Williams complicates McLuhan, emphasising that media forms are not neutral technologies but cultural and economic constructions. The influencer who appears wholesome, chaotic, feminist, or villainous is shaped by platform incentives, commercial imperatives, and the need to remain legible within algorithmic visibility. A “relatable” persona is not simply a reflection of authenticity; it is a performance shaped by metrics, monetisation, and the wider culture industries. We are not seeing people as they are, but as they must appear to survive within the system.

This aligns with Goffman’s idea that all social life is performance, yet digital platforms dissolve the distinction between frontstage and backstage. Users and public figures alike become trapped within a continuous performance space where sincerity, vulnerability, and even moral outrage become content genres. Scannell and Garfinkel would argue that digital media reshape the “interaction order” itself: what counts as respectful, authentic, or legitimate behaviour is increasingly defined by platform norms rather than social ones.

The social cost of this is profound.
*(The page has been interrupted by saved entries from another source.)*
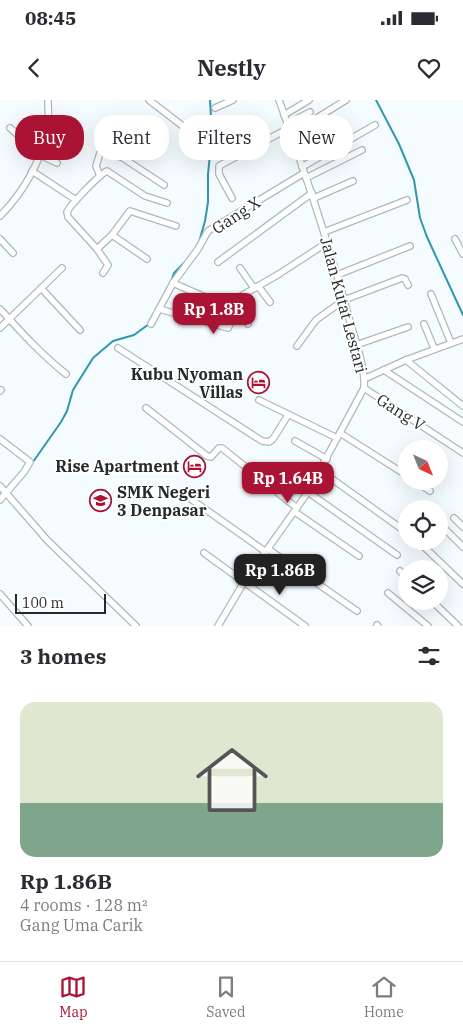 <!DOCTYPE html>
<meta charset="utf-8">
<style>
:root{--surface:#fff;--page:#f2f2f3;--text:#2b2b33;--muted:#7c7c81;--line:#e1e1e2;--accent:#aa1333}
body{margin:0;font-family:"IBM Plex Serif",serif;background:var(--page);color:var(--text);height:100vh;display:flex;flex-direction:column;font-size:19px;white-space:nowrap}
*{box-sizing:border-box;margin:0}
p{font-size:16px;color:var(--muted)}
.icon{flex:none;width:28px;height:28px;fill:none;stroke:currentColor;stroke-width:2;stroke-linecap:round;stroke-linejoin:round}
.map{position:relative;height:526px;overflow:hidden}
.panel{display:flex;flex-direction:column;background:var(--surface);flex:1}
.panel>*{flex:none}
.hud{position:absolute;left:15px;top:15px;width:434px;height:45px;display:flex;gap:10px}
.needle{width:32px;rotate:137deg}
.controls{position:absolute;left:398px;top:340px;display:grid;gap:10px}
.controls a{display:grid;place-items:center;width:50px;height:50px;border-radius:50%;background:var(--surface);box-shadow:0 5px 20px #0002;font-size:25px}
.scale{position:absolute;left:15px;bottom:12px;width:91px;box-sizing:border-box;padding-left:5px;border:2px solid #252a2b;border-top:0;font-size:14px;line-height:18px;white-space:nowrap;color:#252a2b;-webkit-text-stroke:4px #fff;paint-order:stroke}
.price{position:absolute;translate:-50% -42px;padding:0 11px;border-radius:10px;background:var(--accent);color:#fff;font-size:16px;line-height:32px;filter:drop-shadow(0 1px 2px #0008)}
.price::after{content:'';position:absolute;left:50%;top:30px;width:15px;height:11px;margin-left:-8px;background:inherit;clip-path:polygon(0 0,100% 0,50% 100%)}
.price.on{background:#222;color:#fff}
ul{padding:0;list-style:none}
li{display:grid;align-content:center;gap:10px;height:265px;padding:0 20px}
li+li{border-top:1px solid var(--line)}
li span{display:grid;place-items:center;height:155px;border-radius:15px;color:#555}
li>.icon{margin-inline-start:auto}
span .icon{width:90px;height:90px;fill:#fffc;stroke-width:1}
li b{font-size:21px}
h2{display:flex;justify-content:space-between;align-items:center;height:60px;padding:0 20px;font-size:21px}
.tag{padding:0 18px;border-radius:20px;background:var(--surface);box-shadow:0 5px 20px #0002;font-size:18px;line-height:45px}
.tag.on{background:var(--accent);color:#fff}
.status{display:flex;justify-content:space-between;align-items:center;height:35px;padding:0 25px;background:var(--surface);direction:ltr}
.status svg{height:14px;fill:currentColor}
header{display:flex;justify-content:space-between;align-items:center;height:65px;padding:0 20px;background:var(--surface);font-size:22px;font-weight:700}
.menu{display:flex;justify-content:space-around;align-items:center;height:70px;border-top:1px solid var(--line);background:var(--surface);font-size:14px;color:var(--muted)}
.menu a{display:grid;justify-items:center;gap:2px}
.menu .on{color:var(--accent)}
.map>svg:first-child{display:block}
</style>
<div class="status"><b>08:45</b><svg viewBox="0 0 49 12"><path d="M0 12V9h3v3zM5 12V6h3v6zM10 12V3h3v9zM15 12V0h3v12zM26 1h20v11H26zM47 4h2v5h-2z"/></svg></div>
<header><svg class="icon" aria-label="back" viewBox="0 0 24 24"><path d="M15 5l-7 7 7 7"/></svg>Nestly<svg class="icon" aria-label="heart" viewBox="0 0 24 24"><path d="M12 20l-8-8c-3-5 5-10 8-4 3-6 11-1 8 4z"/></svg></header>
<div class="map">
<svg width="463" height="526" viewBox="0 0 463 526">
<rect width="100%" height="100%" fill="#f5fcff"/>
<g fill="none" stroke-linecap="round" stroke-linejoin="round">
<!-- stream -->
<g stroke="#3196af" stroke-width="2">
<polyline points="376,0 399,44 414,80 420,118 427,137 463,215"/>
<polyline points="199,142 205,121 208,102 208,74 212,35 210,0"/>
<polyline points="171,182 174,173 185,162"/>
<polyline points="33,362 61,322 67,311 73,290 93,258 113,241 134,235 149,224"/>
</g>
<defs>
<g id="minor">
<polyline points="149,0 184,27"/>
<polyline points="215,8 233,0"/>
<polyline points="284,15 309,0"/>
<polyline points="287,24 310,12"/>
<polyline points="10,28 40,55 57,63"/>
<polyline points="291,34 346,0"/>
<polyline points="302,67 375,25"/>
<polyline points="32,71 76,100"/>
<polyline points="100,76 96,66 100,53 106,51 123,58 164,85"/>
<polyline points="306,78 362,50"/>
<polyline points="232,98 219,74 219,66 289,28"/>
<polyline points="314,98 353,81"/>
<path d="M 167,103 L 145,96 L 107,71 C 100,74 70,105 67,112 L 68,117 L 97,149 L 112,135 L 130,111 L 176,126"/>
<path d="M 0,116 C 23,93 42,60 48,27 C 49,19 48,9 48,0"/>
<polyline points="324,132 407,100"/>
<polyline points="112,135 147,159"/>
<polyline points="0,139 13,153"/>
<polyline points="455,139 463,154"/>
<polyline points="97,149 108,165 103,173"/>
<polyline points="218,162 312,93"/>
<polyline points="240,168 254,188"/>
<polyline points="337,175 410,146"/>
<polyline points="173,183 221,204 229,203 279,174 328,142"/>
<polyline points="258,186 270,202"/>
<polyline points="41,188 80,230"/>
<polyline points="431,194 451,243"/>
<polyline points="236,200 248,224"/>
<path d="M 0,209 C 21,232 42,255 66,274"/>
<polyline points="159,209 228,228 230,224 221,204"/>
<polyline points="151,224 173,183 198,149 208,131 304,73"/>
<polyline points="424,224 434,248"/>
<polyline points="0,228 62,168"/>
<polyline points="356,245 408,227"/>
<polyline points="297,246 316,220 344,200 402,178 405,179 408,185"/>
<polyline points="118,248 262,341 269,342 273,339 288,315"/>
<polyline points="406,260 463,306"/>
<polyline points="384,270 463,322"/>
<polyline points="364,279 406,260 463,239"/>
<polyline points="364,288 463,353"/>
<polyline points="0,291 1,290"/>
<polyline points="259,300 337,338"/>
<polyline points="146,308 207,356 211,357 219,348 222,348 297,408"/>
<polyline points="340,333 406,375"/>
<polyline points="0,339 30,362 24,372 0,400"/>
<polyline points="295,341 327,359"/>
<polyline points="321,371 406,432"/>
<polyline points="415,381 430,391"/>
<polyline points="0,386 47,440 136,526"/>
<polyline points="308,392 397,455"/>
<polyline points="188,397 266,452"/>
<polyline points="295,412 359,456"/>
<polyline points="454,418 463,427"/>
<polyline points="440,424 463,447"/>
<polyline points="418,441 463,484"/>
<polyline points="268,449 357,511"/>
<polyline points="204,453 305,526"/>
<polyline points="400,471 406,477"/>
<polyline points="388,493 428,526"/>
<polyline points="0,494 28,526"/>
<polyline points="432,501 458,526"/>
<polyline points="377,525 378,526"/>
<path d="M 218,526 L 244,482 L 308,392 L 364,288 C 366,269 354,237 349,218 C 329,144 305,72 279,0"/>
</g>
</defs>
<!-- minor casing -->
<use href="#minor" stroke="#aeb9bd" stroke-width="8"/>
<!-- minor -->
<use href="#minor" stroke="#fff" stroke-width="5.5"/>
</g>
<!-- icons -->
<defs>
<symbol id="hotel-ring" viewBox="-11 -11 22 22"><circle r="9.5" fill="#fff" stroke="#aa1333" stroke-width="1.5"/><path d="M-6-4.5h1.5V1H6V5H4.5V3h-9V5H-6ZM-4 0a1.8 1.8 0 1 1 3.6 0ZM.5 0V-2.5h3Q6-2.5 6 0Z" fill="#aa1333"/></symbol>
<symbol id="school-ring" viewBox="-11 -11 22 22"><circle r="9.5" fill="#fff" stroke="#aa1333" stroke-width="1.5"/><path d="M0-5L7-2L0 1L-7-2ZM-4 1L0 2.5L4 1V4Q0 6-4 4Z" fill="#aa1333"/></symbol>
</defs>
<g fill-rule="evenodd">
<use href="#hotel-ring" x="246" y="270" width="25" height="25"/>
<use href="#hotel-ring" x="182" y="354" width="25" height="25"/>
<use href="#school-ring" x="88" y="388" width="25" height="25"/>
</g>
<g text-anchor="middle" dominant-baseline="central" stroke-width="4" stroke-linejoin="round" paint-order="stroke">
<!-- street labels -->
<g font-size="16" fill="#252a2b" stroke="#fff">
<text transform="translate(236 115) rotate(-33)">Gang X</text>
<text transform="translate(344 205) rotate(75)">Jalan Kutat Lestari</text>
<text transform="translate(401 312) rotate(33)">Gang V</text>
</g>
<!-- poi labels -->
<g font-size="16" font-weight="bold" fill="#252a2b" stroke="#fff" text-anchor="end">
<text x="243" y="274">Kubu Nyoman<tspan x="243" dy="18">Villas</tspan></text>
<text x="179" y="366">Rise Apartment</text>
<text x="117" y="392" text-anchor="start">SMK Negeri<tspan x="117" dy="18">3 Denpasar</tspan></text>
</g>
</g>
</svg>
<div class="controls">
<a><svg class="needle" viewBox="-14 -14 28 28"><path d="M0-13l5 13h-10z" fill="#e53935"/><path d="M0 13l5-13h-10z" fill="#7c7c81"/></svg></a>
<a><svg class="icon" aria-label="locate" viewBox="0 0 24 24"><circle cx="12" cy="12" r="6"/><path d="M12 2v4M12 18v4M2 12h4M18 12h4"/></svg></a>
<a><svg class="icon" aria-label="layers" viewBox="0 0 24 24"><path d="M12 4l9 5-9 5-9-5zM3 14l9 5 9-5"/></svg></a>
</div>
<div class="scale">100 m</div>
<b class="price" style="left:214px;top:235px">Rp 1.8B</b>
<b class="price" style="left:288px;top:404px">Rp 1.64B</b>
<b class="price on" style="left:280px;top:496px">Rp 1.86B</b>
<div class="hud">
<a class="tag on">Buy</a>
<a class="tag">Rent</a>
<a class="tag">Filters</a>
<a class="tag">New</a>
</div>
</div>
<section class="panel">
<h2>3 homes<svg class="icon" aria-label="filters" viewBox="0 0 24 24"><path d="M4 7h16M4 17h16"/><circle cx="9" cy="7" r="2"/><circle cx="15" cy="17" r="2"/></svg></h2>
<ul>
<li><span style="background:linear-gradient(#dfe7d0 65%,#7fa58c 0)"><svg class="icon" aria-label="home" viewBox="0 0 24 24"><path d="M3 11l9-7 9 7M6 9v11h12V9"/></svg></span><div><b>Rp 1.86B</b><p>4 rooms · 128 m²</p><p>Gang Uma Carik</p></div></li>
</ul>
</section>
<nav class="menu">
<a class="on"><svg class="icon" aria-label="map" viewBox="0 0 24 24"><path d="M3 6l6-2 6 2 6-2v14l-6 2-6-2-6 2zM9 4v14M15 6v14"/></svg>Map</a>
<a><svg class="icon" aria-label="saved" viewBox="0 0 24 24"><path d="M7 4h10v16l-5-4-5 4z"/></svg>Saved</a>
<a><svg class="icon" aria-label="home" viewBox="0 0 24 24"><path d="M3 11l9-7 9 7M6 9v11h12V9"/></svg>Home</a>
</nav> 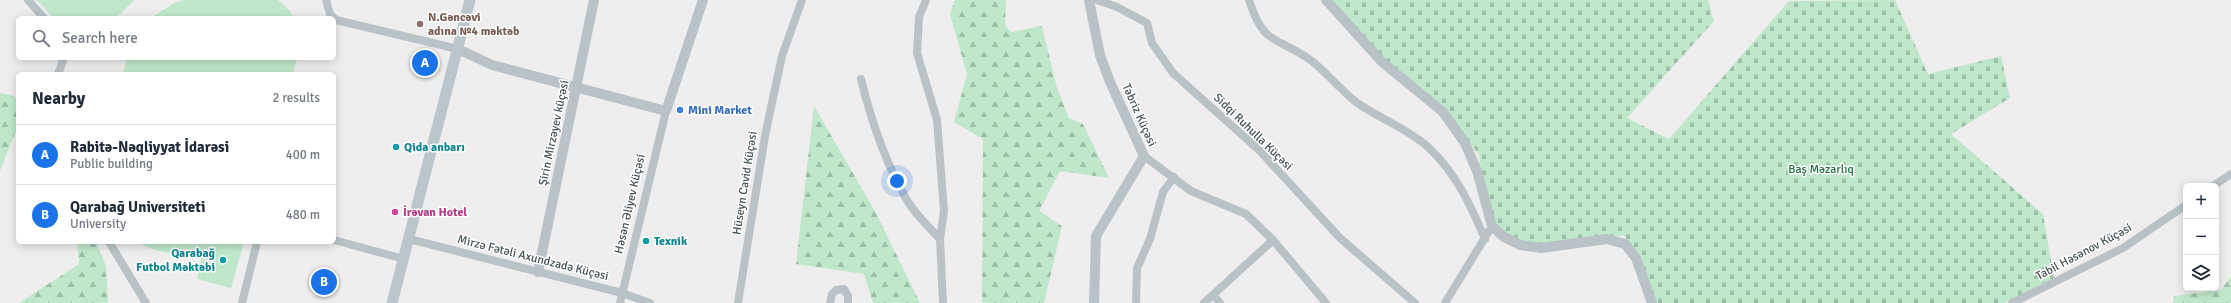 <!DOCTYPE html>
<meta charset="utf-8">
<style>
body{margin:0;font-family:Signika,sans-serif;background:#f2f2f3;color:#1f2937}
.controls{position:absolute;right:12px;bottom:12px;display:grid;overflow:hidden;border-radius:6px;box-shadow:0 2px 10px #0003}
.controls button{width:36px;height:36px;display:grid;place-items:center;padding:0;border:0;border-bottom:1px solid #e0e1e3;background:#fff;color:#1f2937;font:20px sans-serif}
.you{position:absolute;left:897px;top:181px;width:14px;height:14px;margin:-10px;border:3px solid #fff;border-radius:50%;background:#1a73e8;box-shadow:0 0 0 6px #1a73e833}
.badge{display:grid;place-items:center;width:26px;height:26px;border-radius:50%;background:#1a73e8;color:#fff;font-size:13px;font-weight:700}
.pin{position:absolute;translate:-50% -50%;border:2px solid #fff;box-shadow:0 1px 4px #0006}
.list{margin:0;padding:0;list-style:none}
h2{display:flex;justify-content:space-between;align-items:center;height:52px;margin:0;padding:0 16px;font-size:17px}
h2 small{font-size:13px;font-weight:400;color:#747a83}
.list li{display:grid;grid-template-columns:26px 1fr auto;gap:12px;align-items:center;box-sizing:border-box;height:60px;padding:0 16px;border-top:1px solid #e0e1e3}
.list b{display:block;font-size:15px;white-space:nowrap}
.list p{margin:0;font-size:13px;white-space:nowrap;color:#747a83}
.list em{font-size:13px;font-style:normal;color:#747a83}
.icon{flex:none;width:22px;height:22px;fill:none;stroke:currentColor;stroke-width:2;stroke-linecap:round;stroke-linejoin:round}
.map{position:relative;flex:none;width:2231px;height:303px;overflow:hidden}
.search{position:absolute;background:#fff;box-shadow:0 2px 10px #0003;left:16px;top:16px;width:320px;height:44px;display:flex;align-items:center;gap:10px;box-sizing:border-box;padding:0 14px;border-radius:6px;color:#747a83;font-size:15px}
.panel{position:absolute;background:#fff;box-shadow:0 2px 10px #0003;left:16px;top:72px;width:320px;height:172px;border-radius:6px}
.map>svg:first-child{display:block}
.green{fill:#bfe8ca}
.forest{fill:url(#forest-firs)}
.cemetery{fill:url(#cemetery-stones)}
.lines{fill:none;stroke-linecap:round;stroke-linejoin:round}
.minor{stroke:#b9c3c7;stroke-width:8}
.tertiary{stroke:#b9c3c7;stroke-width:10}
.secondary{stroke:#bac5cc;stroke-width:11}
.education-dot{fill:#8d6e63;stroke:#fff;stroke-width:1.5}
.shop-dot{fill:#3f7fe0;stroke:#fff;stroke-width:1.5}
.culture-dot{fill:#0f9aa8;stroke:#fff;stroke-width:1.5}
.hotel-dot{fill:#d1479c;stroke:#fff;stroke-width:1.5}
.labels{text-anchor:middle;dominant-baseline:central;stroke-width:3;stroke-linejoin:round;paint-order:stroke}
.education-label{font-size:12px;font-weight:bold;fill:#785e54;stroke:#fff;text-anchor:start}
.shop-label{font-size:12px;font-weight:bold;fill:#366cbe;stroke:#fff;text-anchor:start}
.street-label{font-size:12px;fill:#475257;stroke:#fff}
.culture-label{font-size:12px;font-weight:bold;fill:#0d838f;stroke:#fff;text-anchor:start}
.park-label{font-size:12px;fill:#226f3e;stroke:#fff}
.hotel-label{font-size:12px;font-weight:bold;fill:#b23c85;stroke:#fff;text-anchor:start}
</style>
<div class="map">
<svg width="2231" height="303" viewBox="0 0 2231 303">
<defs>
<pattern id="forest-firs" width="22" height="20" patternUnits="userSpaceOnUse"><rect width="22" height="20" fill="#bfe8ca"/><path d="M5 1l3.5 6h-7zM16 11l3.5 6h-7z" fill="#9dbfa7"/></pattern>
<pattern id="cemetery-stones" width="16" height="16" patternUnits="userSpaceOnUse"><rect width="16" height="16" fill="#bfe8ca"/><path d="M2 7V4a2 2 0 0 1 4 0v3zM10 15v-3a2 2 0 0 1 4 0v3z" fill="#9dbfa7"/></pattern>
</defs>
<rect width="100%" height="100%" fill="#efeded"/>
<g class="green">
<polygon points="37,0 134,0 116,18 54,18"/>
<polygon points="185,0 278,0 289,10 294,18 151,18 174,3"/>
<polygon points="127,58 297,58 294,70 291,74 123,74"/>
<path d="M138 242H244L231 288 197 279 202 254C194 251 189 253 180 253 166 253 148 250 138 242Z"/>
</g>
<g class="forest">
<polygon points="955,0 1006,0 1005,25 1011,32 1042,26 1057,88 1069,118 1083,124 1109,178 1060,171 1039,211 1062,226 1044,303 982,303 983,139 954,122 967,74 950,14"/>
<polygon points="0,93 11,95 18,99 18,126 0,171"/>
<polygon points="814,106 876,213 920,303 873,303 864,274 796,264"/>
<polygon points="77,242 96,242 106,266 108,303 19,303 79,264"/>
<polygon points="2231,276 2231,303 2173,303 2174,296 2221,290"/>
</g>
<polygon class="cemetery" points="1327,0 1708,0 1714,21 1627,118 1669,139 1789,1 1895,0 1928,74 2001,56 2010,98 1951,134 2043,214 2054,278 2004,303 1652,303 1624,235 1571,245 1532,248 1498,229 1483,186 1479,155 1449,115 1383,60"/>
<g class="lines">
<g class="minor">
<polyline points="28,0 44,18"/>
<polyline points="326,0 330,14 336,20 458,49"/>
<polyline points="926,0 919,17 917,53 937,120 944,211 940,239 943,303"/>
<polyline points="1097,0 1117,7 1147,23 1152,43 1173,73 1259,150 1340,238 1415,303"/>
<path d="M1249 0C1264 46 1274 35 1309 59 1326 71 1339 89 1356 102 1378 118 1407 128 1428 147 1456 173 1470 204 1485 239"/>
<polyline points="58,74 64,58"/>
<path d="M861 79C871 120 887 166 908 202 917 216 929 227 940 239"/>
<polyline points="1144,156 1191,191 1246,214 1273,240 1326,303"/>
<polyline points="2213,186 2231,174"/>
<polyline points="409,239 622,293 650,303"/>
<polyline points="334,240 404,259"/>
<polyline points="109,242 146,303"/>
<polyline points="1213,295 1220,303"/>
<polyline points="242,303 257,242"/>
<polyline points="620,303 666,111"/>
<polyline points="738,303 765,136 782,56 802,0"/>
<polyline points="830,303 832,294 836,290 844,289 848,296 848,303"/>
<polyline points="1136,303 1137,268 1150,239 1163,192 1174,177"/>
<polyline points="1204,303 1273,240"/>
<polyline points="1445,303 1492,226"/>
<polyline points="2012,303 2123,248 2186,205"/>
</g>
<g class="tertiary">
<polyline points="1089,0 1100,55 1110,82 1144,156 1096,236 1094,303"/>
<polyline points="1326,0 1382,62 1443,112 1465,143 1477,171 1492,226 1504,237 1520,245 1541,248 1607,239 1625,244 1636,258 1652,303"/>
<polyline points="458,49 492,65 666,111 703,0"/>
<polyline points="538,272 594,0"/>
</g>
<polyline class="secondary" points="392,303 470,0"/>
</g>
<circle class="education-dot" cx="420" cy="24" r="4"/>
<circle class="shop-dot" cx="680" cy="110" r="4"/>
<g class="culture-dot">
<circle cx="396" cy="147" r="4"/>
<circle cx="646" cy="241" r="4"/>
<circle cx="223" cy="260" r="4"/>
</g>
<circle class="hotel-dot" cx="395" cy="212" r="4"/>
<g class="labels">
<g class="education-label">
<text x="428" y="17">N.Gəncəvi<tspan x="428" dy="14">adına №4 məktəb</tspan></text>
</g>
<g class="shop-label">
<text x="688" y="110">Mini Market</text>
</g>
<g class="street-label">
<text transform="translate(1139 115) rotate(66)">Təbriz Küçəsi</text>
<text transform="translate(1253 132) rotate(44)">Sidqi Ruhulla Küçəsi</text>
<text transform="translate(554 133) rotate(-78)">Şirin Mirzəyev küçəsi</text>
<text transform="translate(745 183) rotate(-81)">Hüseyn Cavid Küçəsi</text>
<text transform="translate(630 204) rotate(-77)">Həsən Əliyev Küçəsi</text>
<text transform="translate(2084 252) rotate(-28)">Tabil Həsənov Küçəsi</text>
<text transform="translate(533 258) rotate(14)">Mirzə Fətəli Axundzadə Küçəsi</text>
</g>
<g class="culture-label">
<text x="404" y="147">Qida anbarı</text>
<text x="654" y="241">Texnik</text>
<text x="215" y="253" text-anchor="end">Qarabağ<tspan x="215" dy="14">Futbol Məktəbi</tspan></text>
</g>
<g class="park-label">
<text x="1821" y="169">Baş Məzarlıq</text>
</g>
<g class="hotel-label">
<text x="403" y="212">İrəvan Hotel</text>
</g>
</g>
</svg>
<div class="controls">
<button>+</button>
<button>−</button>
<button><svg class="icon" aria-label="layers" viewBox="0 0 24 24"><path d="M12 4l9 5-9 5-9-5zM3 14l9 5 9-5"/></svg></button>
</div>
<div class="you"></div>
<div class="pin badge" style="left:425px;top:63px">A</div>
<div class="pin badge" style="left:324px;top:282px">B</div>
<div class="search"><svg class="icon" aria-label="search" viewBox="0 0 24 24"><circle cx="10" cy="10" r="6"/><path d="M15 15l6 6"/></svg>Search here</div>
<section class="panel">
<h2>Nearby<small>2 results</small></h2>
<ul class="list">
<li><span class="badge">A</span><div><b>Rabitə-Nəqliyyat İdarəsi</b><p>Public building</p></div><em>400 m</em></li>
<li><span class="badge">B</span><div><b>Qarabağ Universiteti</b><p>University</p></div><em>480 m</em></li>
</ul>
</section>
</div>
When we confuse personas for people, we lose sight of human complexity. We begin to morally judge strangers through fragments engineered for visibility, and we hold ourselves to similar, flattened standards. We internalise the idea that we must remain coherent, digestible, and algorithmically recognisable.

What emerges is a culture where consent is manufactured not only politically but personally. We consent to being simplified; we consent to having our inner lives filtered through interfaces designed for speed and legibility.

To resist this, we must relearn how to see others – and ourselves – as more than the media forms that package us. The human being always exceeds the persona, and remembering this may be one of the last acts of genuine freedom in a world shaped by visibility.